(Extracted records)
━━━━━━━━━━

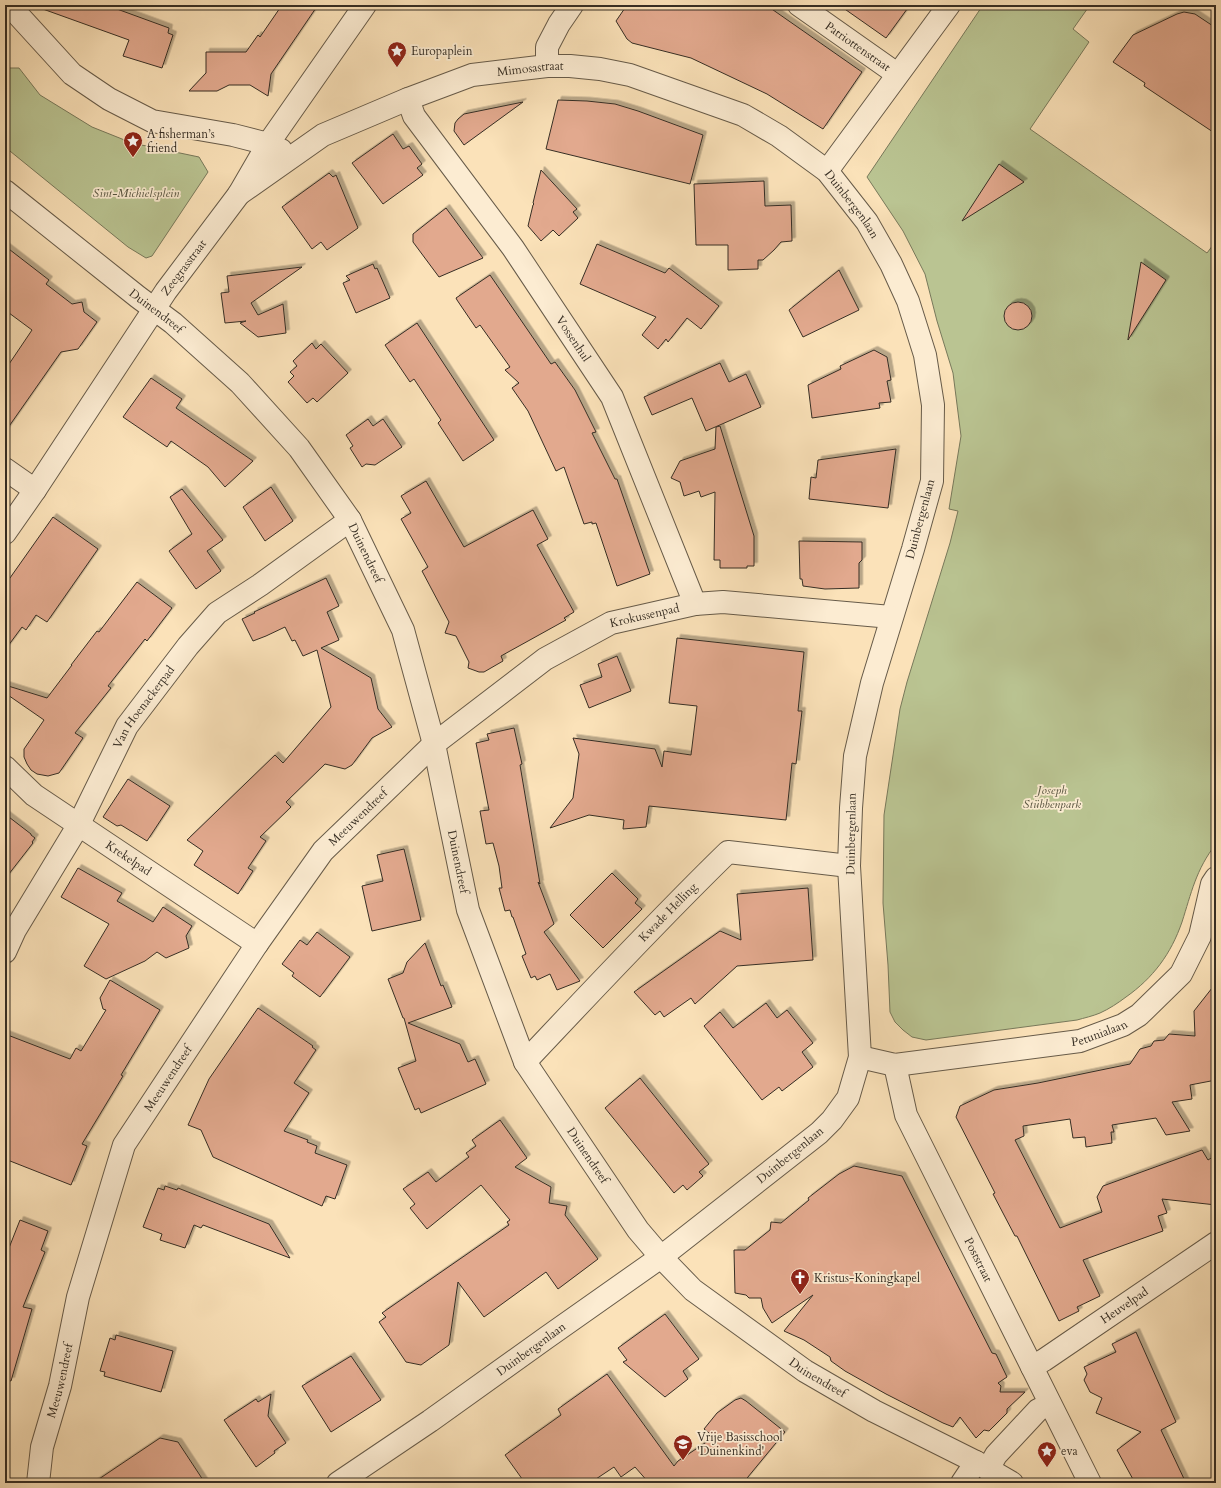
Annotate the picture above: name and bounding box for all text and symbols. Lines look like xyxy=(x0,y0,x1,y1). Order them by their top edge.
street label: Patriottenstraat xyxy=(822,18,894,75)
place icon: Europaplein xyxy=(386,40,408,68)
place label: Europaplein xyxy=(411,43,473,59)
street label: Mimosastraat xyxy=(496,58,564,80)
place label: A fisherman’s friend xyxy=(147,126,215,156)
place icon: A fisherman’s friend xyxy=(122,130,144,158)
street label: Duinbergenlaan xyxy=(821,166,883,241)
park label: Sint-Michielsplein xyxy=(93,185,179,201)
street label: Zeegrasstraat xyxy=(157,236,210,299)
street label: Duinendreef xyxy=(126,285,189,338)
street label: Vossenhul xyxy=(552,313,594,365)
street label: Duinbergenlaan xyxy=(902,477,938,561)
street label: Duinendreef xyxy=(345,520,388,587)
street label: Krokussenpad xyxy=(608,600,682,631)
street label: Van Hoenackerpad xyxy=(109,662,178,751)
park label: Joseph Stübbenpark xyxy=(1023,782,1081,812)
street label: Meeuwendreef xyxy=(325,784,393,849)
street label: Duinbergenlaan xyxy=(842,793,860,875)
street label: Duinendreef xyxy=(444,829,473,897)
street label: Krekelpad xyxy=(103,837,155,880)
street label: Kwade Helling xyxy=(635,879,701,945)
street label: Petunialaan xyxy=(1070,1016,1131,1050)
street label: Meeuwendreef xyxy=(140,1041,197,1115)
street label: Duinbergenlaan xyxy=(753,1123,827,1187)
street label: Duinendreef xyxy=(563,1124,614,1188)
street label: Poststraat xyxy=(961,1235,996,1285)
church icon: Kristus-Koningkapel xyxy=(789,1267,811,1295)
place label: Kristus-Koningkapel xyxy=(814,1270,920,1286)
street label: Heuvelpad xyxy=(1097,1283,1152,1327)
street label: Duinbergenlaan xyxy=(493,1318,569,1380)
street label: Meeuwendreef xyxy=(43,1340,77,1420)
street label: Duinendreef xyxy=(786,1354,851,1402)
place label: Vrije Basisschool 'Duinenkind' xyxy=(697,1429,782,1459)
school or university icon: Vrije Basisschool 'Duinenkind' xyxy=(672,1433,694,1461)
place icon: eva xyxy=(1036,1440,1058,1468)
place label: eva xyxy=(1061,1443,1079,1459)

━━━━━━━━━━

**Task brief**
The expected answer is every line in the data above that carries the string "Duinbergenlaan".

**Written reply**
street label: Duinbergenlaan xyxy=(821,166,883,241)
street label: Duinbergenlaan xyxy=(902,477,938,561)
street label: Duinbergenlaan xyxy=(842,793,860,875)
street label: Duinbergenlaan xyxy=(753,1123,827,1187)
street label: Duinbergenlaan xyxy=(493,1318,569,1380)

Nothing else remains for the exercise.